_Materials provided_
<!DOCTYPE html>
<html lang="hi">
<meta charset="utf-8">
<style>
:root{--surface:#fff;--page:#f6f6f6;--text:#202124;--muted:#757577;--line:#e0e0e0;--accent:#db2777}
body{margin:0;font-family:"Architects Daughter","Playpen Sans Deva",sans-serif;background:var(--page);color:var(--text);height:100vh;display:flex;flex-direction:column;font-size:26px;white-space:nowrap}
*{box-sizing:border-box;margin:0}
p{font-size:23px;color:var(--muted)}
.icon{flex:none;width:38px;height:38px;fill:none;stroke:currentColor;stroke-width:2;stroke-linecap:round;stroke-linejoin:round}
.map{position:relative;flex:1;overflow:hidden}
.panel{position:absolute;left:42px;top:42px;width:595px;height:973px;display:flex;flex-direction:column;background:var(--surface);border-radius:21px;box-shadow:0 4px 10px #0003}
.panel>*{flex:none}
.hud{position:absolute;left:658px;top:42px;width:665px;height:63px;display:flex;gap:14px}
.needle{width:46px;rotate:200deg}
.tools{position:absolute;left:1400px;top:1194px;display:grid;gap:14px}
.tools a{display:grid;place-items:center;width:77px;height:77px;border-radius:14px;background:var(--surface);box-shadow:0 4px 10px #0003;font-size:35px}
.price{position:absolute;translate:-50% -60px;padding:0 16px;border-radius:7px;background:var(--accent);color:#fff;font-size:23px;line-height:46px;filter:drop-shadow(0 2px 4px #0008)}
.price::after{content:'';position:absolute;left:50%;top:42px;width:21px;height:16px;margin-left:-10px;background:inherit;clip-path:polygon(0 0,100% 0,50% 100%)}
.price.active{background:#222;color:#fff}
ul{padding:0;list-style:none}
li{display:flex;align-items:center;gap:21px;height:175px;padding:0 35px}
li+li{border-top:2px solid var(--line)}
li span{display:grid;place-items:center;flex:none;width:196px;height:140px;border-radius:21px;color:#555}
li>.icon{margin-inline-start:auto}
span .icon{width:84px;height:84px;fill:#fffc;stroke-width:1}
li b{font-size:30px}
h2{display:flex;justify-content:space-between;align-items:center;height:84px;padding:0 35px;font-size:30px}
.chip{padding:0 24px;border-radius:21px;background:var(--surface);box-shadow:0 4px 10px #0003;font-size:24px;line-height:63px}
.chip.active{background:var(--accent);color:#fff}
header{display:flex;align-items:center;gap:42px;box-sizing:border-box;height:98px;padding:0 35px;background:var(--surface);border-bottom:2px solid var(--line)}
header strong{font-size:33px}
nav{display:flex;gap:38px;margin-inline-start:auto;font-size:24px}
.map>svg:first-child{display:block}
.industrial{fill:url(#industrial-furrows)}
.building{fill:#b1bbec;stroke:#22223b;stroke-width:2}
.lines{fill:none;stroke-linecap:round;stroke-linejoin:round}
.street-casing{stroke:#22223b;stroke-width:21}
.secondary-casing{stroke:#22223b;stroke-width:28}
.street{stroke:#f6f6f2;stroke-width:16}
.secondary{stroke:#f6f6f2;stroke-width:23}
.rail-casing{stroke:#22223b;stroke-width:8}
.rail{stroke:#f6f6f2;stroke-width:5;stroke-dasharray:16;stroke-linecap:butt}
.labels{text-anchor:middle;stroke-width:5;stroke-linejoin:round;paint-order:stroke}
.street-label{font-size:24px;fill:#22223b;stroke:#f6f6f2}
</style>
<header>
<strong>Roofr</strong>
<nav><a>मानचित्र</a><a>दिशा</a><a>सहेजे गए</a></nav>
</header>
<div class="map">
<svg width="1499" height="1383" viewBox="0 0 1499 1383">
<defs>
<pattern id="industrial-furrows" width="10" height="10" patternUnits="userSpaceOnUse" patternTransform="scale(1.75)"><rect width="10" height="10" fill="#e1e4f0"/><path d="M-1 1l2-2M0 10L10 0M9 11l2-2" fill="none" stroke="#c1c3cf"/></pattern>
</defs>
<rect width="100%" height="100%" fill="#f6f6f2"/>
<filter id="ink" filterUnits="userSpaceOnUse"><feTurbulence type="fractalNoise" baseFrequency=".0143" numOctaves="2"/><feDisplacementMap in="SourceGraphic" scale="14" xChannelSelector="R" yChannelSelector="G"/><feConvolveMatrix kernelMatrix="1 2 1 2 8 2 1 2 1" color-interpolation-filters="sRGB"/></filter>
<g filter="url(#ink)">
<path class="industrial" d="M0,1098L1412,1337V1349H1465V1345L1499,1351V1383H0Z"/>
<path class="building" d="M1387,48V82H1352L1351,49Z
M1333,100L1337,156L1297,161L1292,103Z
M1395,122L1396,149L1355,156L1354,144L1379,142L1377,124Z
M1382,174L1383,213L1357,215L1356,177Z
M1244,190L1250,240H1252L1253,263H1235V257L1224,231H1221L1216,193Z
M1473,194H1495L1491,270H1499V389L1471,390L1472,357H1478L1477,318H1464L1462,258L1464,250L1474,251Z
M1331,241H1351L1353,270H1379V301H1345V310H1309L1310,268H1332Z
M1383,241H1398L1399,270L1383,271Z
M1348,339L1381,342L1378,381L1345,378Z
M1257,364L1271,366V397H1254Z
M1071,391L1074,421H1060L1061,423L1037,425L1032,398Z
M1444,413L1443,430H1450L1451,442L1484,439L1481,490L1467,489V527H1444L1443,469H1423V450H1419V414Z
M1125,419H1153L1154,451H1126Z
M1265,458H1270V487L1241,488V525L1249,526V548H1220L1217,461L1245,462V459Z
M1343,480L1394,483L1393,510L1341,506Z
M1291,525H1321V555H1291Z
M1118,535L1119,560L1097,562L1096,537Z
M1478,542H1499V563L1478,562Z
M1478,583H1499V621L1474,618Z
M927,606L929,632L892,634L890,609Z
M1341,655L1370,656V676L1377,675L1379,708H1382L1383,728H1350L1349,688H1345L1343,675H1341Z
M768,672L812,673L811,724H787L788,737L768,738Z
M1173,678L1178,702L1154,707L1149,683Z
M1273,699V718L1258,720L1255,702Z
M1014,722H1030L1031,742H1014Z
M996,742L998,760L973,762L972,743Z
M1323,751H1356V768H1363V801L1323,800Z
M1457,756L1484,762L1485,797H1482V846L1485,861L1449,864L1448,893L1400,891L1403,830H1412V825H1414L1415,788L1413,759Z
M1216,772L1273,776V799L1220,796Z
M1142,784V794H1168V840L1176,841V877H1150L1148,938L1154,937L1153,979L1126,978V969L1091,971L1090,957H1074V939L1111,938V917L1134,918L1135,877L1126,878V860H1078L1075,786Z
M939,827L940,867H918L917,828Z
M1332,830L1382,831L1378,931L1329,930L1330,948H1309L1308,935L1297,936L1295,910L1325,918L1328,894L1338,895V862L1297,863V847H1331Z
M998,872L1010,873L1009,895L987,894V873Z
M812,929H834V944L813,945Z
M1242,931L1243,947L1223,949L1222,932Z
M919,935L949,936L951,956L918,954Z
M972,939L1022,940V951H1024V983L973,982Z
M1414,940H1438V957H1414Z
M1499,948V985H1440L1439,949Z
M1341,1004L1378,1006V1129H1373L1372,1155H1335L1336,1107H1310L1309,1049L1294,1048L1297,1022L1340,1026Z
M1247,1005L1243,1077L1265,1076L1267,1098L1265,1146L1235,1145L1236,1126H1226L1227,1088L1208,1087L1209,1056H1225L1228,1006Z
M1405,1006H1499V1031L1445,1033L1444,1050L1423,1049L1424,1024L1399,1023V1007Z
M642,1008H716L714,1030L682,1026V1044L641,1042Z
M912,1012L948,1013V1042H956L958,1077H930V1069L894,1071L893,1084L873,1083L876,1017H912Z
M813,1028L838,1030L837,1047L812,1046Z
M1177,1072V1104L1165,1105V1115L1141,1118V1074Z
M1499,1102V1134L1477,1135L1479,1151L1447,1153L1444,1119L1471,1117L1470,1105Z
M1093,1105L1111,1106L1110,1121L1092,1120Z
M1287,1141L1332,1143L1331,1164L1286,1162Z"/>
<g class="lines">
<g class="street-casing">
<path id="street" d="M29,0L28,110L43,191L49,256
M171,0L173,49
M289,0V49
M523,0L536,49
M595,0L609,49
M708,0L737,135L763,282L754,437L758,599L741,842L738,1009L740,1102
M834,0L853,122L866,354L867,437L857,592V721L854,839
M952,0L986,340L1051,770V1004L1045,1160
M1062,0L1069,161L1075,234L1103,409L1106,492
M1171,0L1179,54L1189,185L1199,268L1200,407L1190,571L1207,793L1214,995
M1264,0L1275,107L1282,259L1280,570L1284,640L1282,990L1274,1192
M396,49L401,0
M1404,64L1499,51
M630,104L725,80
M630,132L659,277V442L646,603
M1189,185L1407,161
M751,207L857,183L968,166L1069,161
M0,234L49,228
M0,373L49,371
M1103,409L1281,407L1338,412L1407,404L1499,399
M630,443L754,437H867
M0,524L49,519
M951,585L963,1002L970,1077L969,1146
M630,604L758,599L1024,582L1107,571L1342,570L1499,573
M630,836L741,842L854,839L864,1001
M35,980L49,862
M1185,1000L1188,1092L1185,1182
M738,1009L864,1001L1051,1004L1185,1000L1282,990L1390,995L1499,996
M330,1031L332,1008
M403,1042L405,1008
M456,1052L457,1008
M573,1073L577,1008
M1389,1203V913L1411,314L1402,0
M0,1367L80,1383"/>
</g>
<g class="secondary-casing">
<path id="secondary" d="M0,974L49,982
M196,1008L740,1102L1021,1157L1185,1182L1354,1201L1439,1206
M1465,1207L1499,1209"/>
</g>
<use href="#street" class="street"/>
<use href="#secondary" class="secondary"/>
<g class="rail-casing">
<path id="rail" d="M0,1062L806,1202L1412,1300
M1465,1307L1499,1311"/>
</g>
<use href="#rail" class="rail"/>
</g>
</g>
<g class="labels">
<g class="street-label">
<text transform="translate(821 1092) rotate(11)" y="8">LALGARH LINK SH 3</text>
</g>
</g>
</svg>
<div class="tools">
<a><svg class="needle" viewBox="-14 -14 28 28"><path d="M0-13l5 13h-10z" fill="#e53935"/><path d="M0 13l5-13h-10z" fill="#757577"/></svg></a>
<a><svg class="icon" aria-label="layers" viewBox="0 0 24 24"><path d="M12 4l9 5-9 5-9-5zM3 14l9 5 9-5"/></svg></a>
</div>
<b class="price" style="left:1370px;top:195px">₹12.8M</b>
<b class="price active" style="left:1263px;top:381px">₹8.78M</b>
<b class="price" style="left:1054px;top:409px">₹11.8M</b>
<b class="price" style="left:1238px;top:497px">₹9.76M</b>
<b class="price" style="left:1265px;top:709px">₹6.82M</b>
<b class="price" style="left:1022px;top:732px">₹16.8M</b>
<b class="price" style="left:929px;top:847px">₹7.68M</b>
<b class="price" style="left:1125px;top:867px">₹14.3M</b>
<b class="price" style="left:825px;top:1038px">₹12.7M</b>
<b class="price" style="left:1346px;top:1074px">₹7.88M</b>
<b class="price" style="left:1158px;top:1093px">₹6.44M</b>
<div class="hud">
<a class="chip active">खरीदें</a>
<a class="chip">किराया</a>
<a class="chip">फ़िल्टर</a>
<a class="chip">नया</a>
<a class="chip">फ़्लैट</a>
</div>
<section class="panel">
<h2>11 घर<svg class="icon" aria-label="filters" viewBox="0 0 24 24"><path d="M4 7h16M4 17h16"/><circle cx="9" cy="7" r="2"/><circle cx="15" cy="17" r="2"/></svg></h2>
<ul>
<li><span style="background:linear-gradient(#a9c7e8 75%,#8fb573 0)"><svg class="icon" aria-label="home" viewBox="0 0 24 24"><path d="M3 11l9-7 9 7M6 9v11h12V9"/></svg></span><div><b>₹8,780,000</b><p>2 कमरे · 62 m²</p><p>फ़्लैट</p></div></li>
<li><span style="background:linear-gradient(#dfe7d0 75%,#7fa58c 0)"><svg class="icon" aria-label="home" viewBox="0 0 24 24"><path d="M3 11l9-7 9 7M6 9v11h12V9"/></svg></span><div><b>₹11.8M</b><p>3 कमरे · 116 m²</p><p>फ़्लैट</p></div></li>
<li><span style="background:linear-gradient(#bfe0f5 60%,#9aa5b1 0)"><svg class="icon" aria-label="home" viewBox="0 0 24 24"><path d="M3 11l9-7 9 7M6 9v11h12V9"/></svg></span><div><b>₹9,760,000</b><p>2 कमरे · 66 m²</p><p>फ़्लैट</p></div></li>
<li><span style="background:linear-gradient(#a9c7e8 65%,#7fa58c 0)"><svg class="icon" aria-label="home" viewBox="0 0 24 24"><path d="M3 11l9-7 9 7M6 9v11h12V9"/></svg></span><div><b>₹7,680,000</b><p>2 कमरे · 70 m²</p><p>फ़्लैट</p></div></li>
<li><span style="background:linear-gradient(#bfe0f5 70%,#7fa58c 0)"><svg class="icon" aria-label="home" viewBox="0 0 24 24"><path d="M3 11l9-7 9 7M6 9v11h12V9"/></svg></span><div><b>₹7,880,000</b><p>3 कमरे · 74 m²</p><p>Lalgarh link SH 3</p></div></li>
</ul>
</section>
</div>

_Work instructions_
Take each line above that holds the string "linejoin" and copy it.

_Reply_
.icon{flex:none;width:38px;height:38px;fill:none;stroke:currentColor;stroke-width:2;stroke-linecap:round;stroke-linejoin:round}
.lines{fill:none;stroke-linecap:round;stroke-linejoin:round}
.labels{text-anchor:middle;stroke-width:5;stroke-linejoin:round;paint-order:stroke}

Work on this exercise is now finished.